[Items listed in a dataset]
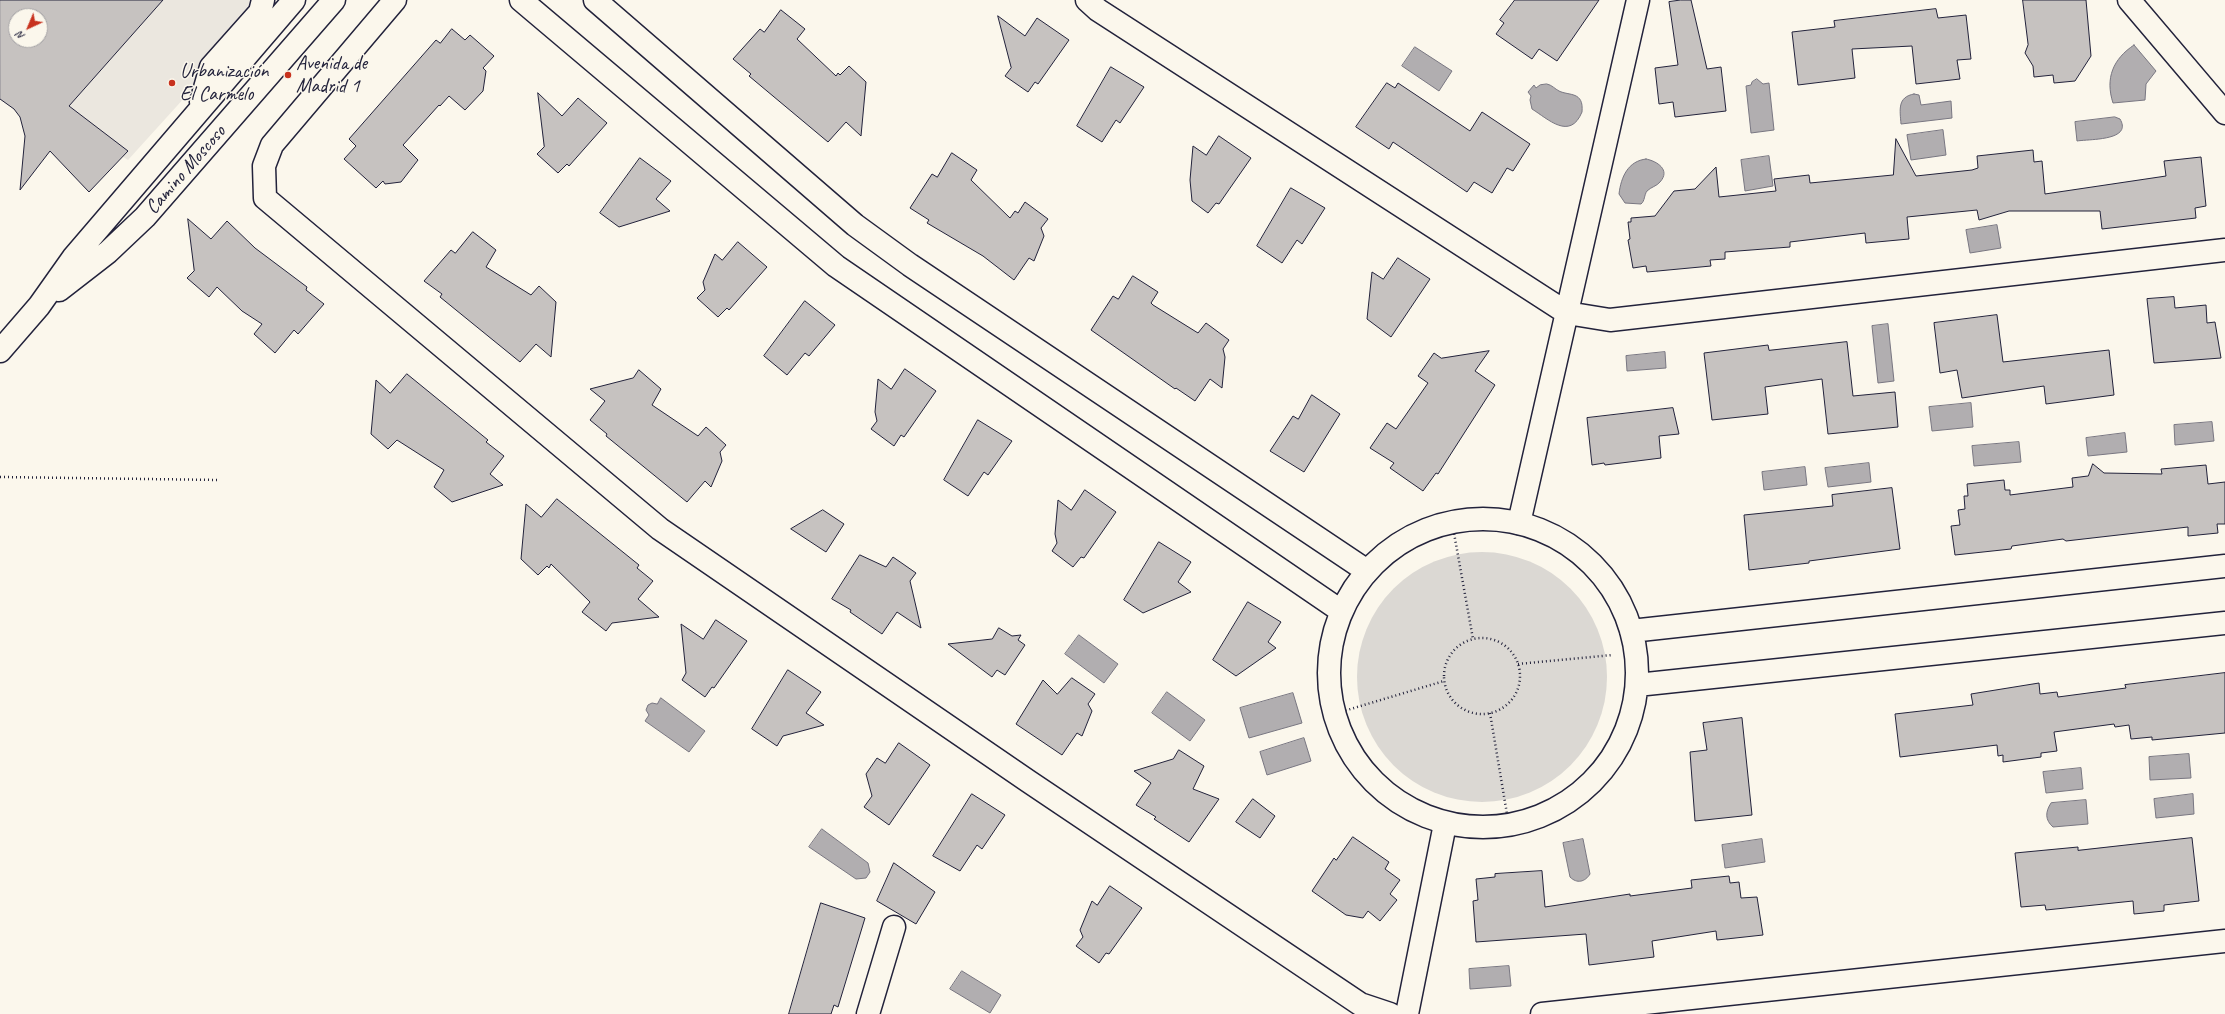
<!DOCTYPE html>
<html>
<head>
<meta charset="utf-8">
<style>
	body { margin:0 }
	#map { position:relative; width:2225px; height:1014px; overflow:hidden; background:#fbf7ec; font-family:Caveat,sans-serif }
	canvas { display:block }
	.north { position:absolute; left:8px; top:8px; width:40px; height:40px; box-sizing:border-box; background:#fbf7ec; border:1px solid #a4a2a5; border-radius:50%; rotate:224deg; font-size:11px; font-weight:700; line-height:16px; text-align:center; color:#22223b }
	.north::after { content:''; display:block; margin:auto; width:14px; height:18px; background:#c8321e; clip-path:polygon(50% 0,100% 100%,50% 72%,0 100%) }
</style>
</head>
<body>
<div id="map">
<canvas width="2225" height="1014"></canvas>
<div class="north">N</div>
</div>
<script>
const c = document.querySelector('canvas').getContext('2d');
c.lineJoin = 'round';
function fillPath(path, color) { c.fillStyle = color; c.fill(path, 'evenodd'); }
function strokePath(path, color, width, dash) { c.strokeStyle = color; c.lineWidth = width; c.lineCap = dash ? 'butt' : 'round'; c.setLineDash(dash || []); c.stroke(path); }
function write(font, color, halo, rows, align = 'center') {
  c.font = font + ' Caveat,sans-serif'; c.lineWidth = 3; c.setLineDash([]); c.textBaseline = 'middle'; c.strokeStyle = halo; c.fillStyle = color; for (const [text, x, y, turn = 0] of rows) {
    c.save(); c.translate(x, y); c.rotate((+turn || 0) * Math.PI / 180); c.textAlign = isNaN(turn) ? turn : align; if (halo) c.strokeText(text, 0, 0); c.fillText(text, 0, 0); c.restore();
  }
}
const built = new Path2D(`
	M 0,0 L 273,0 L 128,160 L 0,77 ZM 16,16 L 40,16 L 40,40 L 16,40 Z`);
const green = new Path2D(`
	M1357 677a125 125 0 1 1 250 0a125 125 0 1 1-250 0Z`);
const water = new Path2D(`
	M 2134,45 L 2156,71 L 2146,84 L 2145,100 L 2113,103 C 2105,78 2113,59 2134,45 Z
	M 1415,47 L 1452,71 L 1439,91 L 1402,66 Z
	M 1757,79 L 1763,84 L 1769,83 L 1774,130 L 1751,133 L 1746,86 L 1751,85 L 1752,82 Z
	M 1547,84 C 1552,85 1555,89 1559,91 C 1569,96 1584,91 1582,112 C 1570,141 1548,119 1532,109 L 1530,100 L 1531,96 L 1528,92 L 1534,85 L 1536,88 L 1540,85 Z
	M 1914,94 L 1919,95 L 1921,105 L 1951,101 L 1952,118 L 1901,124 C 1900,110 1897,97 1914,94 Z
	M 2115,117 L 2120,119 C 2133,141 2089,139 2077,141 L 2075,122 Z
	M 1943,130 L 1946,155 L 1911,160 L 1907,135 Z
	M 1769,156 L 1773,186 L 1745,191 L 1741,160 Z
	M 1646,159 C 1657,161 1671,170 1660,182 C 1657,186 1651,187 1647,191 C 1644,195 1645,201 1641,204 L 1625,203 L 1619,194 C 1621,177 1628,161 1646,159 Z
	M 1997,225 L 2001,248 L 1970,253 L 1966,230 Z
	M 1888,324 L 1894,381 L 1878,383 L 1872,326 Z
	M 1665,352 L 1666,368 L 1627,371 L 1626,356 Z
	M 1971,403 L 1973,427 L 1932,431 L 1929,407 Z
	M 2212,422 L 2214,441 L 2175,445 L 2174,425 Z
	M 2125,433 L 2127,452 L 2088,456 L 2086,438 Z
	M 2019,442 L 2021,462 L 1974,466 L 1972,446 Z
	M 1869,463 L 1871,482 L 1828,487 L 1825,468 Z
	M 1805,467 L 1807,485 L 1764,490 L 1762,472 Z
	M 1079,635 L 1118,664 L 1104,683 L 1065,654 Z
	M 1167,692 L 1205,720 L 1190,741 L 1152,713 Z
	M 1293,693 L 1302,723 L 1249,738 L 1240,708 Z
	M 661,698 L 705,731 L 689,752 L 645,721 L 649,715 L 646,710 L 648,705 L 652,703 L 657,704 Z
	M 1304,738 L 1311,761 L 1267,775 L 1260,752 Z
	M 2189,754 L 2191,778 L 2150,780 L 2149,757 Z
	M 2081,768 L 2083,789 L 2046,793 L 2043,772 Z
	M 2193,794 L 2194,814 L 2156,818 L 2154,799 Z
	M 2086,800 L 2088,824 L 2053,827 C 2045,820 2045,812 2051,803 Z
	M 822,829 L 868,863 L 870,872 L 866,878 L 856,879 L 809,847 Z
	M 1583,839 L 1590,874 C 1585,882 1577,884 1570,877 L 1563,843 Z
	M 1762,839 L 1765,862 L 1725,868 L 1722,845 Z
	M 1509,966 L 1511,986 L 1470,989 L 1469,969 Z
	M 962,971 L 1001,995 L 990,1013 L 950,989 Z`);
const building = new Path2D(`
	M 0,0 L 163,0 L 69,106 L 128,151 L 89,192 L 50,151 L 20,190 L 25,136 L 20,117 L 14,109 L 0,99 ZM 16,16 L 40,16 L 40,40 L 16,40 Z
	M 1515,0 L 1599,0 L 1557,61 L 1539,49 L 1532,59 L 1496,34 L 1504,23 L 1500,20 Z
	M 1681,0 L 1691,0 L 1707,69 L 1721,67 L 1726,111 L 1675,117 L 1673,102 L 1659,104 L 1655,68 L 1678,65 L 1669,2 Z
	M 2023,0 L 2086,0 L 2091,56 L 2075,81 L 2054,83 L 2053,75 L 2034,77 L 2033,66 L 2025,53 L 2028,45 Z
	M 1936,9 L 1938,18 L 1966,15 L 1971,59 L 1957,60 L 1960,79 L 1916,84 L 1912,46 L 1852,49 L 1855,78 L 1798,85 L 1792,32 L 1835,27 L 1834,21 Z
	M 781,10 L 805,29 L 797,39 L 836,76 L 838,73 L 840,75 L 849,66 L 866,82 L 861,136 L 846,122 L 828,142 L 749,76 L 751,74 L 733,59 L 760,29 L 764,32 Z
	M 998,16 L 1025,36 L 1037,18 L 1069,40 L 1038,84 L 1035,82 L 1028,92 L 1005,76 L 1011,68 Z
	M 452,29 L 465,40 L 470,35 L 494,56 L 483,68 L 486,71 L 483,91 L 465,110 L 449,96 L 440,106 L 439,105 L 403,145 L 418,160 L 401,182 L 385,184 L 383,181 L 376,188 L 344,159 L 356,146 L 349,139 L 436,40 L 440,43 Z
	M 1111,67 L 1144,87 L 1120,123 L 1116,120 L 1102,142 L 1077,126 Z
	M 1387,83 L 1395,88 L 1398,83 L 1470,131 L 1482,112 L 1530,144 L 1513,171 L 1507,168 L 1492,193 L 1474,182 L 1467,192 L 1393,142 L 1389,149 L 1356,127 Z
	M 538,93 L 562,116 L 578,98 L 607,123 L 569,166 L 567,164 L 558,173 L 537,154 L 544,147 Z
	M 1219,136 L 1251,158 L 1219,204 L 1216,203 L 1208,213 L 1192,201 L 1190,180 L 1193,146 L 1206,155 Z
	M 1896,139 L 1916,176 L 1972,170 L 1978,168 L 1977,156 L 2033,150 L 2034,162 L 2042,161 L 2045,194 L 2166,176 L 2164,161 L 2201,157 L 2206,206 L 2195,208 L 2196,218 L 2102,229 L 2100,211 L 2009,211 L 1979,220 L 1977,210 L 1907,217 L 1909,239 L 1866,243 L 1865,233 L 1790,242 L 1790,247 L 1725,252 L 1725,259 L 1710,260 L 1711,266 L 1647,272 L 1646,266 L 1633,268 L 1628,240 L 1630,239 L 1628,222 L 1631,222 L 1631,218 L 1655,216 L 1674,191 L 1695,189 L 1716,167 L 1719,197 L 1776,191 L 1774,179 L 1809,175 L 1810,183 L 1893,175 Z
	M 952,153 L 977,170 L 971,180 L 1010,218 L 1015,211 L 1018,213 L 1025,202 L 1048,219 L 1041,228 L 1044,236 L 1034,261 L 1029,258 L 1014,280 L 983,256 L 927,223 L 929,220 L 910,208 L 932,174 L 937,177 Z
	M 640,158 L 671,181 L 656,199 L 670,211 L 619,227 L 600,213 Z
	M 1291,188 L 1325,208 L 1302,244 L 1297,240 L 1282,263 L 1257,246 Z
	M 188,219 L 211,239 L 227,221 L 255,248 L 307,287 L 306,290 L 324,304 L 298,334 L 294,330 L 275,353 L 254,334 L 262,324 L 242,311 L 217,287 L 209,297 L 187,278 L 194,271 Z
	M 473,232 L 496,250 L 486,267 L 531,295 L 539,286 L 556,302 L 551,357 L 536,344 L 520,362 L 440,297 L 442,294 L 424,281 L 451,250 L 455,253 Z
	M 738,242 L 767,267 L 729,310 L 727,308 L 718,317 L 697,298 L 705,290 L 703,282 L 715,254 L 722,260 Z
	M 1398,258 L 1430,279 L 1391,337 L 1367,319 L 1372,272 L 1383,279 Z
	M 1133,276 L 1158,292 L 1151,303 L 1153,305 L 1198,333 L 1206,323 L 1229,340 L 1223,349 L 1225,357 L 1222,388 L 1210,379 L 1195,401 L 1176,388 L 1175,389 L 1091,330 L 1113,296 L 1118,299 Z
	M 2174,297 L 2175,308 L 2206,305 L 2207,323 L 2215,322 L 2221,358 L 2154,363 L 2147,299 Z
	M 805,301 L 835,325 L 809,356 L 805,353 L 787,375 L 764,356 Z
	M 1997,315 L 2003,362 L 2109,350 L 2114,395 L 2046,404 L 2044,386 L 1962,398 L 1957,370 L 1940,373 L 1934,323 Z
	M 1847,342 L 1853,396 L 1895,392 L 1898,427 L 1828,434 L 1822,379 L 1765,387 L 1768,414 L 1712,420 L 1704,353 L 1768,345 L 1769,350 Z
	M 1489,351 L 1475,371 L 1495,385 L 1438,474 L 1436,473 L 1423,491 L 1390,468 L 1394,463 L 1370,448 L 1387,423 L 1396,429 L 1428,383 L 1418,376 L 1434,353 L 1441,358 Z
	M 905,369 L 936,391 L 904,437 L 901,435 L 894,446 L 871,429 L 877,421 L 875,412 L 878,379 L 891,389 Z
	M 639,370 L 661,389 L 652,405 L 698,436 L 706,427 L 726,445 L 720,452 L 722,461 L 711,487 L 705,481 L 687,502 L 606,436 L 607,434 L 590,420 L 605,401 L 590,389 L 633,378 Z
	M 407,374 L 488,440 L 486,442 L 504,456 L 490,474 L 503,485 L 452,502 L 434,487 L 444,470 L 397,440 L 388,449 L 371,434 L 376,380 L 390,393 Z
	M 1312,395 L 1340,414 L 1304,472 L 1270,451 L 1293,416 L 1298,419 Z
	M 1673,408 L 1679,434 L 1659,436 L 1661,458 L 1605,465 L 1604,463 L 1592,465 L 1587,418 Z
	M 978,420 L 1012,441 L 988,475 L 984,472 L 968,496 L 944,480 Z
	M 2093,464 L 2104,473 L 2162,474 L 2161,469 L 2206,465 L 2208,484 L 2225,482 L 2225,524 L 2217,524 L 2218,533 L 2188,536 L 2188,527 L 2066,541 L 2063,539 L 2012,546 L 2011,549 L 1955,555 L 1951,526 L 1960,525 L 1958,510 L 1965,509 L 1964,496 L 1968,496 L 1967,484 L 2004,480 L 2005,490 L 2010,490 L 2010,495 L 2073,487 L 2072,478 L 2088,476 Z
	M 1892,488 L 1900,549 L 1809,561 L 1809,563 L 1749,570 L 1744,515 L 1833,506 L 1832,495 Z
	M 1085,490 L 1116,512 L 1084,558 L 1081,557 L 1073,567 L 1052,551 L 1057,543 L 1055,534 L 1058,500 L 1071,510 Z
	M 557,499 L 639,565 L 637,568 L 653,581 L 638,599 L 659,617 L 612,623 L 606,631 L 582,612 L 590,602 L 551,564 L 549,568 L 547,566 L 538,575 L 521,559 L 526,504 L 541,517 Z
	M 823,510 L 844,524 L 826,552 L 791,529 Z
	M 1159,542 L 1191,562 L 1178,582 L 1191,592 L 1143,613 L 1124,600 Z
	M 860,555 L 886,567 L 893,557 L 916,573 L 910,581 L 921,628 L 897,612 L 882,634 L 850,612 L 851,610 L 832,599 Z
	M 1248,602 L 1281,622 L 1268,642 L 1276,648 L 1236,676 L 1213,660 Z
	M 716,620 L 747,641 L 714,688 L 712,687 L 705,697 L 682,680 L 686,673 L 681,624 L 703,639 Z
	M 999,628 L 1012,636 L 1021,635 L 1018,640 L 1025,645 L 1005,675 L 997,670 L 992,677 L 948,644 L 992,639 Z
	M 788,670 L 821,692 L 806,713 L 824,725 L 783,736 L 777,746 L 752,729 Z
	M 2225,673 L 2225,733 L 2152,740 L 2152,737 L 2131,739 L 2129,725 L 2115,727 L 2114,724 L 2054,732 L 2057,751 L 2041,753 L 2041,757 L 2003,762 L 2003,755 L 1998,756 L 1997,745 L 1900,757 L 1895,714 L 1973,705 L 1971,694 L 2039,683 L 2040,694 L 2057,692 L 2058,697 L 2126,688 L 2125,685 Z
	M 1072,678 L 1095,694 L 1088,704 L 1092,711 L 1082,736 L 1077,733 L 1062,755 L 1016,724 L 1043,680 L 1057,694 Z
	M 1742,718 L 1752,815 L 1695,821 L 1690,752 L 1707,750 L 1703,723 Z
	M 899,743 L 930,765 L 889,825 L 864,807 L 872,796 L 866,774 L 877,758 L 885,763 Z
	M 1179,750 L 1204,766 L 1193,789 L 1219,799 L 1189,842 L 1154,819 L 1156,817 L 1136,805 L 1151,783 L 1134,771 L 1173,759 Z
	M 972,794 L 1005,815 L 982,849 L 977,845 L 960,871 L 933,856 Z
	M 1253,799 L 1275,816 L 1260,838 L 1236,822 Z
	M 1353,837 L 1389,862 L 1385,869 L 1400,880 L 1390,894 L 1397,900 L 1380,921 L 1368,911 L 1363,918 L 1346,915 L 1312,891 L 1334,858 L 1336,860 Z
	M 2192,838 L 2199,901 L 2164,905 L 2164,911 L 2134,914 L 2133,901 L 2046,910 L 2045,905 L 2021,907 L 2015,853 L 2078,847 L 2078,850 Z
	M 894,863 L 935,892 L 916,924 L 877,901 Z
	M 1542,871 L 1545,907 L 1630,894 L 1630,896 L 1692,888 L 1691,880 L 1729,876 L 1730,883 L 1739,882 L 1741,898 L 1757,897 L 1763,935 L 1717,940 L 1716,931 L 1652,941 L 1654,957 L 1589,965 L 1586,934 L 1476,942 L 1473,901 L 1478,900 L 1476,879 L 1495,877 L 1495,874 Z
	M 1110,886 L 1142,908 L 1109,954 L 1106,953 L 1099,963 L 1076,946 L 1083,937 L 1080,930 L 1092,901 L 1097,905 Z
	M 821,903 L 865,918 L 838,1007 L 834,1005 L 831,1014 L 789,1014 Z`);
const path = new Path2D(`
	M 0,477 L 220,480
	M 1452,522 L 1473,639
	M1444 676a38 38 0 1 1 76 0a38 38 0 1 1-76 0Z
	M 1518,664 L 1612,655
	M 1490,713 L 1509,826
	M 1334,714 L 1444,681`);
const minor = new Path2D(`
	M 395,0 L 272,145 L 264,166 L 265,198 L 660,529 L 1028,781 L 1360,1004 L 1390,1014
	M 1087,0 L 1098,10 L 1567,313 L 1610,320 L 2225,250
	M 2129,0 L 2225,113
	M 1519,523 L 1638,0
	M 868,1014 L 894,927
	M 1407,1014 L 1445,824
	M 1542,1014 L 2225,941`);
const tertiary = new Path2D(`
	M 521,0 L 836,266 L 1341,611
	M 595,0 L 855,225 L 910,265 L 1367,571
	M 201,102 L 211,67 L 260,12 L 263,0
	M 59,290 L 108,252 L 145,217 L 334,0
	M 0,351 L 39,306 L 73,258 L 294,0
	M1329 673a154 154 0 1 1 308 0a154 154 0 1 1-308 0Z
	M 1631,631 L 2225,566
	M 1637,685 L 2225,623`);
const markers = [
	[288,75,4,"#c8321e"],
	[172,83,4,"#c8321e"]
];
const poiNames = [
	["Avenida de",296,64],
	["Madrid 1",296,87],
	["Urbanización",180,72],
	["El Carmelo",180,95]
];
const streetNames = [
	["Camino Moscoso",186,170,-49]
];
fillPath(built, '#ebe7df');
fillPath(green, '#dbd8d3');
fillPath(water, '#b1aeb0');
strokePath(water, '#787681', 1);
fillPath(building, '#c6c2c0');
strokePath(building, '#22223b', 1);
strokePath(minor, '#22223b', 25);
strokePath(tertiary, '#22223b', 25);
strokePath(path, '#22223b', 2.5, [1, 3]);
strokePath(minor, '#fbf7ec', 22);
strokePath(tertiary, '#fbf7ec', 22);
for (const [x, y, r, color] of markers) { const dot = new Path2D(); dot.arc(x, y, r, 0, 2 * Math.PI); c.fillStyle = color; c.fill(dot); strokePath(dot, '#fbf7ec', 1.5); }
write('20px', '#22223b', '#fbf7ec', poiNames, 'left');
write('20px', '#22223b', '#fbf7ec', streetNames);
</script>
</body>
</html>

=== What is required ===
State the number of lines in these entries where the word "rotate" occurs, without any other words.

=== Problem solution ===
2